Action item =
Your job is to retype all of the data word for word, leaving every image out.

Records provided =
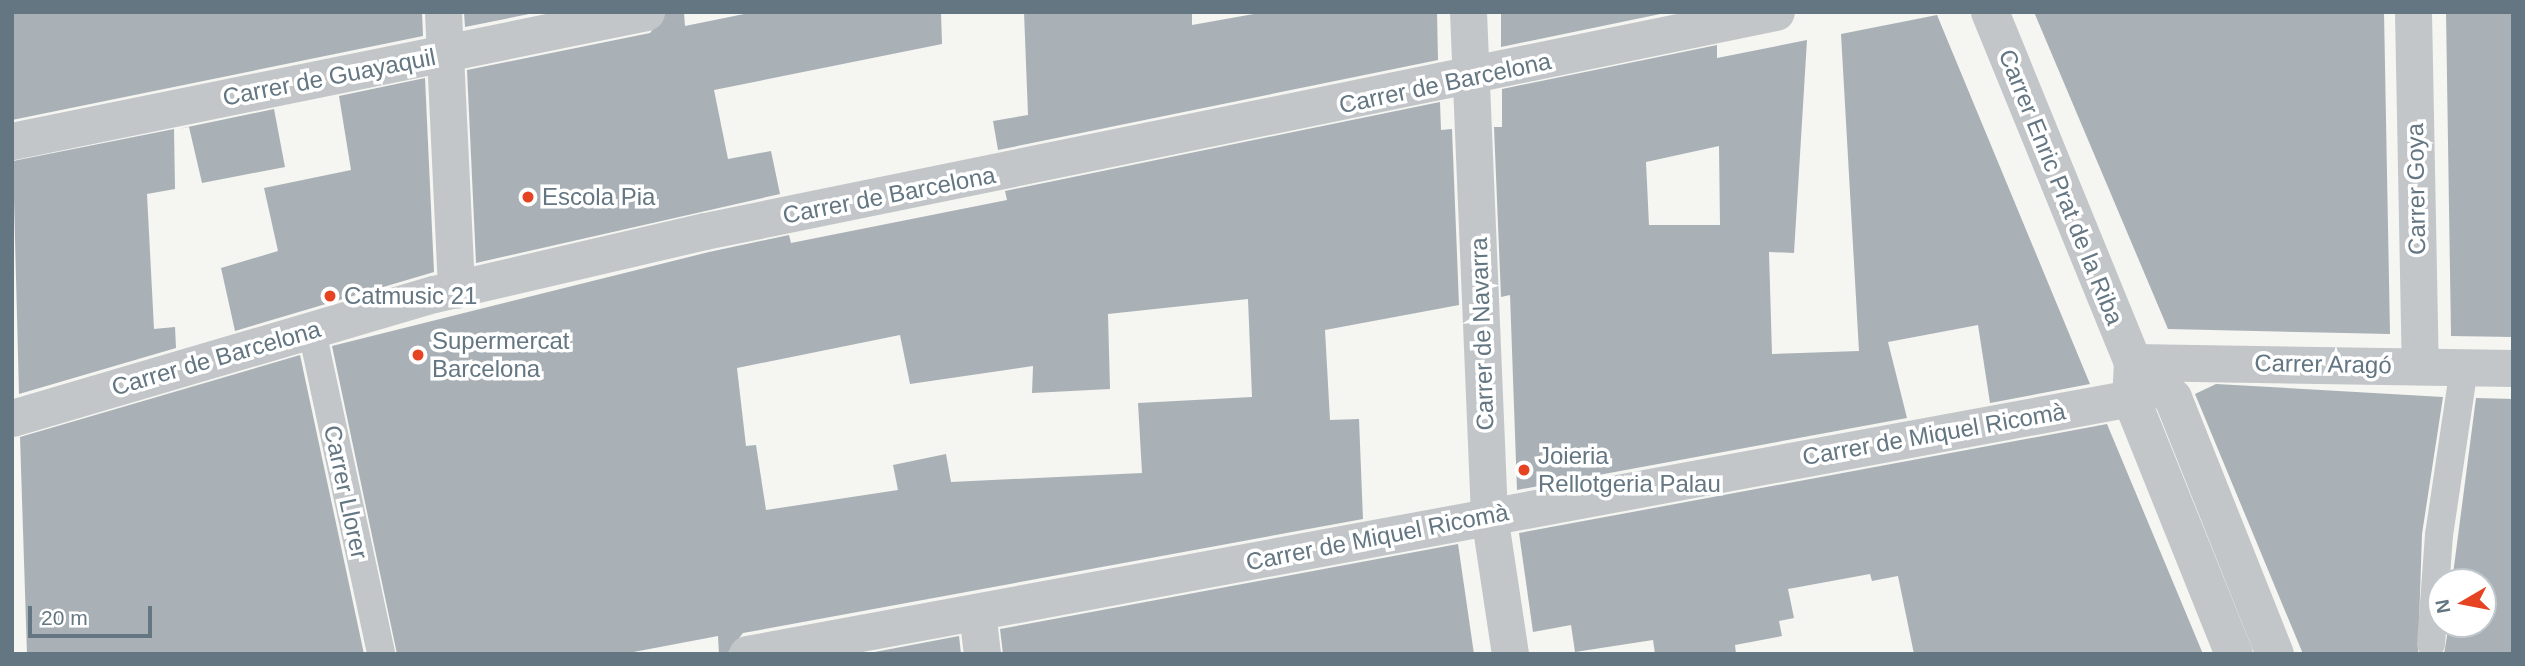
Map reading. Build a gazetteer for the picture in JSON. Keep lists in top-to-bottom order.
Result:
{
  "streets": {
    "street": [
      "Carrer de Guayaquil",
      "Carrer de Barcelona",
      "Carrer Enric Prat de la Riba",
      "Carrer Goya",
      "Carrer de Navarra",
      "Carrer Aragó",
      "Carrer de Miquel Ricomà",
      "Carrer Llorer"
    ]
  },
  "crossings": [
    ["Carrer de Barcelona", "Carrer de Navarra"],
    ["Carrer de Barcelona", "Carrer Llorer"],
    ["Carrer Enric Prat de la Riba", "Carrer Aragó"],
    ["Carrer Enric Prat de la Riba", "Carrer de Miquel Ricomà"],
    ["Carrer Goya", "Carrer Aragó"],
    ["Carrer de Navarra", "Carrer de Miquel Ricomà"],
    ["Carrer Aragó", "Carrer de Miquel Ricomà"]
  ],
  "places": [
    "Escola Pia",
    "Catmusic 21",
    "Supermercat Barcelona",
    "Joieria Rellotgeria Palau"
  ],
  "scale_bar": "20 m",
  "north": "left"
}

Expected answer =
Map reading. Build a gazetteer for the picture in JSON. Keep lists in top-to-bottom order.
Result:
{
  "streets": {
    "street": [
      "Carrer de Guayaquil",
      "Carrer de Barcelona",
      "Carrer Enric Prat de la Riba",
      "Carrer Goya",
      "Carrer de Navarra",
      "Carrer Aragó",
      "Carrer de Miquel Ricomà",
      "Carrer Llorer"
    ]
  },
  "crossings": [
    ["Carrer de Barcelona", "Carrer de Navarra"],
    ["Carrer de Barcelona", "Carrer Llorer"],
    ["Carrer Enric Prat de la Riba", "Carrer Aragó"],
    ["Carrer Enric Prat de la Riba", "Carrer de Miquel Ricomà"],
    ["Carrer Goya", "Carrer Aragó"],
    ["Carrer de Navarra", "Carrer de Miquel Ricomà"],
    ["Carrer Aragó", "Carrer de Miquel Ricomà"]
  ],
  "places": [
    "Escola Pia",
    "Catmusic 21",
    "Supermercat Barcelona",
    "Joieria Rellotgeria Palau"
  ],
  "scale_bar": "20 m",
  "north": "left"
}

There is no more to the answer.